The problem: Extract the run of lines that starts at the top of the records below and ends at the line with "filter:drop-shadow(2px 0 #4a1f2b)", keeping both ends and excluding pictures.

Source material:
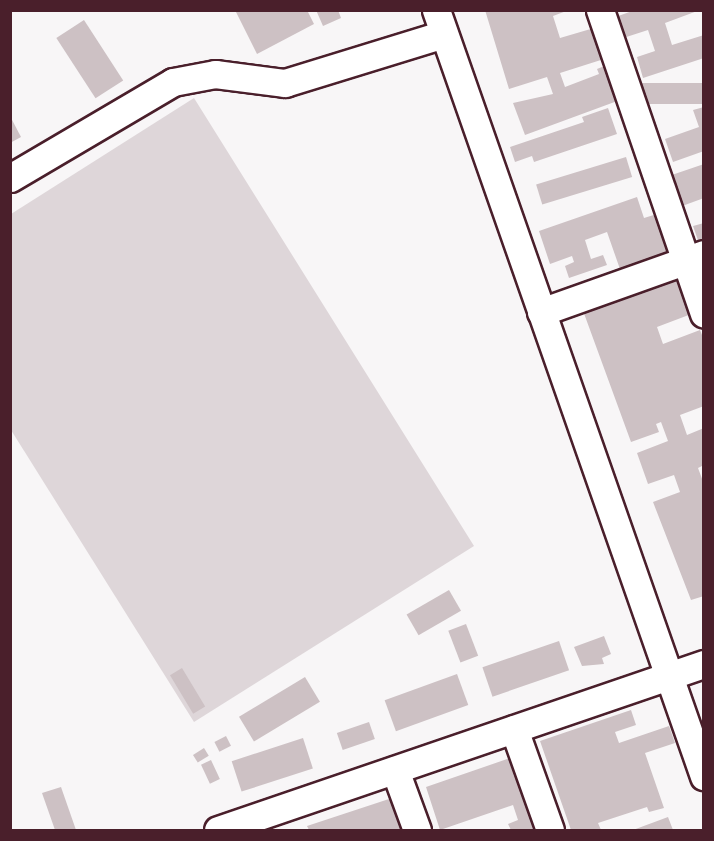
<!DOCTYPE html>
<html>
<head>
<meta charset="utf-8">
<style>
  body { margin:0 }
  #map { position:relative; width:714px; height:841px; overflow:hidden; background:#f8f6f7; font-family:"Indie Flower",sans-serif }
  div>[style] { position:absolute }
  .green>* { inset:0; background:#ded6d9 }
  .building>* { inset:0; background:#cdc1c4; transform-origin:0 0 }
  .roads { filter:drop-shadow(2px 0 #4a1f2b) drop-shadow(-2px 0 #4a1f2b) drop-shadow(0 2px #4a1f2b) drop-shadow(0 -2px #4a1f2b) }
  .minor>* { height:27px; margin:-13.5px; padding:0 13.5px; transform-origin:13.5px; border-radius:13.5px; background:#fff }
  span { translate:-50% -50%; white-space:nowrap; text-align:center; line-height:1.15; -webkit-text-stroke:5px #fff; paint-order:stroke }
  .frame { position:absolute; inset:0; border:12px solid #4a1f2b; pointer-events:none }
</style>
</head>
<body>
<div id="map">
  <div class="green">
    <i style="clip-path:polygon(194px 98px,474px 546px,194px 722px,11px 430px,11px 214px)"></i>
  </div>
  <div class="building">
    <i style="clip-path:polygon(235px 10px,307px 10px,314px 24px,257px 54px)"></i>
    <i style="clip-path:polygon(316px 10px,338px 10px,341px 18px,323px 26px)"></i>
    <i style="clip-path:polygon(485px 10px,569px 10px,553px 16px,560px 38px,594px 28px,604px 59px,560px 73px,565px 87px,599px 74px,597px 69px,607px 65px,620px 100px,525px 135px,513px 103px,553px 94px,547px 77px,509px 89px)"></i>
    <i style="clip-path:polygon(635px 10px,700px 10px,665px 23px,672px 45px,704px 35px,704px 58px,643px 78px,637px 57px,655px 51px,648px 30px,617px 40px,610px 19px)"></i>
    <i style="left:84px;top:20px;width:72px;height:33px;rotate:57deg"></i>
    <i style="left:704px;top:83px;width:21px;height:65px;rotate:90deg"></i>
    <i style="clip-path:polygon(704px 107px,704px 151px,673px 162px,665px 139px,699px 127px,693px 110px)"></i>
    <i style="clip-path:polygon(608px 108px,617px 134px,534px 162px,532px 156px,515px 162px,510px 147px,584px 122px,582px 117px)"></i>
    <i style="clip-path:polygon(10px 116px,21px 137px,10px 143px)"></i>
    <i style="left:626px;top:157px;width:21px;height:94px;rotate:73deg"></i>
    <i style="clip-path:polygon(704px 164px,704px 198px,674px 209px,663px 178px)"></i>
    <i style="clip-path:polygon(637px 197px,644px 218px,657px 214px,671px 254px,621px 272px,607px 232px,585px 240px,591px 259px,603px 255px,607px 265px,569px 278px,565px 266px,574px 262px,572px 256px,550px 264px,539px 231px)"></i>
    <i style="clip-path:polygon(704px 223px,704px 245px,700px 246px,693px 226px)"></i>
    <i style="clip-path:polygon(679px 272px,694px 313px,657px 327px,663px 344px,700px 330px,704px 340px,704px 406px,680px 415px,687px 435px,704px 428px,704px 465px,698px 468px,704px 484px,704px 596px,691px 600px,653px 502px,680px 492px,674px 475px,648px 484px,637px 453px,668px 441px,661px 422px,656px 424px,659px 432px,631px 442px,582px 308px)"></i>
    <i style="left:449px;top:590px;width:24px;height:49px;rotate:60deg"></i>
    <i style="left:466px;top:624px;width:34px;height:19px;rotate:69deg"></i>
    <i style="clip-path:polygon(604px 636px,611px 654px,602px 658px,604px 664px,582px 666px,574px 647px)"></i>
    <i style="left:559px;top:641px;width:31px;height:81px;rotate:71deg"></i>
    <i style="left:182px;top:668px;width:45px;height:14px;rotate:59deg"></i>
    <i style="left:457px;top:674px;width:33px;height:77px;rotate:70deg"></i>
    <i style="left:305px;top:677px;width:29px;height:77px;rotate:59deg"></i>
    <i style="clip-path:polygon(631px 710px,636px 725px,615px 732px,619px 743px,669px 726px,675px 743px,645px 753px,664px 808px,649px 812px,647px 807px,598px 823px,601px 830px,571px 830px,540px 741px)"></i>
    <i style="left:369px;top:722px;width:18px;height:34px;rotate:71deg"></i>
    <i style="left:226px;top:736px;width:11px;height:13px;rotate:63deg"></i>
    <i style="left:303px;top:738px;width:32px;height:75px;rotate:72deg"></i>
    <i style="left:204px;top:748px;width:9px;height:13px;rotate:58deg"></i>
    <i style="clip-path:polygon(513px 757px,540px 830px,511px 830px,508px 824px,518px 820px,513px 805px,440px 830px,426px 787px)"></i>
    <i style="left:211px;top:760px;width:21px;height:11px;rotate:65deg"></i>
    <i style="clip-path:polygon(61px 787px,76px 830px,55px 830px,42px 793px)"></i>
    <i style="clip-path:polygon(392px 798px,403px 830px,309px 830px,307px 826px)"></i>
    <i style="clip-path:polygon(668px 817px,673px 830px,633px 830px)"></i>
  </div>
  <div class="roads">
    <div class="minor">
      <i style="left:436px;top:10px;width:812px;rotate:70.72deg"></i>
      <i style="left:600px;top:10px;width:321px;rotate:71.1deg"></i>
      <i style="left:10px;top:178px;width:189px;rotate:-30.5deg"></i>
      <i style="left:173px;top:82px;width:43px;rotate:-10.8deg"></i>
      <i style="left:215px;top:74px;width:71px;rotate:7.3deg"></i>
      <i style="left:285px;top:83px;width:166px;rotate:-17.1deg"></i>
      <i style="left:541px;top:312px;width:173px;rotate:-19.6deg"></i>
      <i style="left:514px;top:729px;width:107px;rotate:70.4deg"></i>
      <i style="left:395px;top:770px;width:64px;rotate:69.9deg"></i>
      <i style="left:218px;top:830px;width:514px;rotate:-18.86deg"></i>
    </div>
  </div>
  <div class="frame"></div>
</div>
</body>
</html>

Written response:
<!DOCTYPE html>
<html>
<head>
<meta charset="utf-8">
<style>
  body { margin:0 }
  #map { position:relative; width:714px; height:841px; overflow:hidden; background:#f8f6f7; font-family:"Indie Flower",sans-serif }
  div>[style] { position:absolute }
  .green>* { inset:0; background:#ded6d9 }
  .building>* { inset:0; background:#cdc1c4; transform-origin:0 0 }
  .roads { filter:drop-shadow(2px 0 #4a1f2b) drop-shadow(-2px 0 #4a1f2b) drop-shadow(0 2px #4a1f2b) drop-shadow(0 -2px #4a1f2b) }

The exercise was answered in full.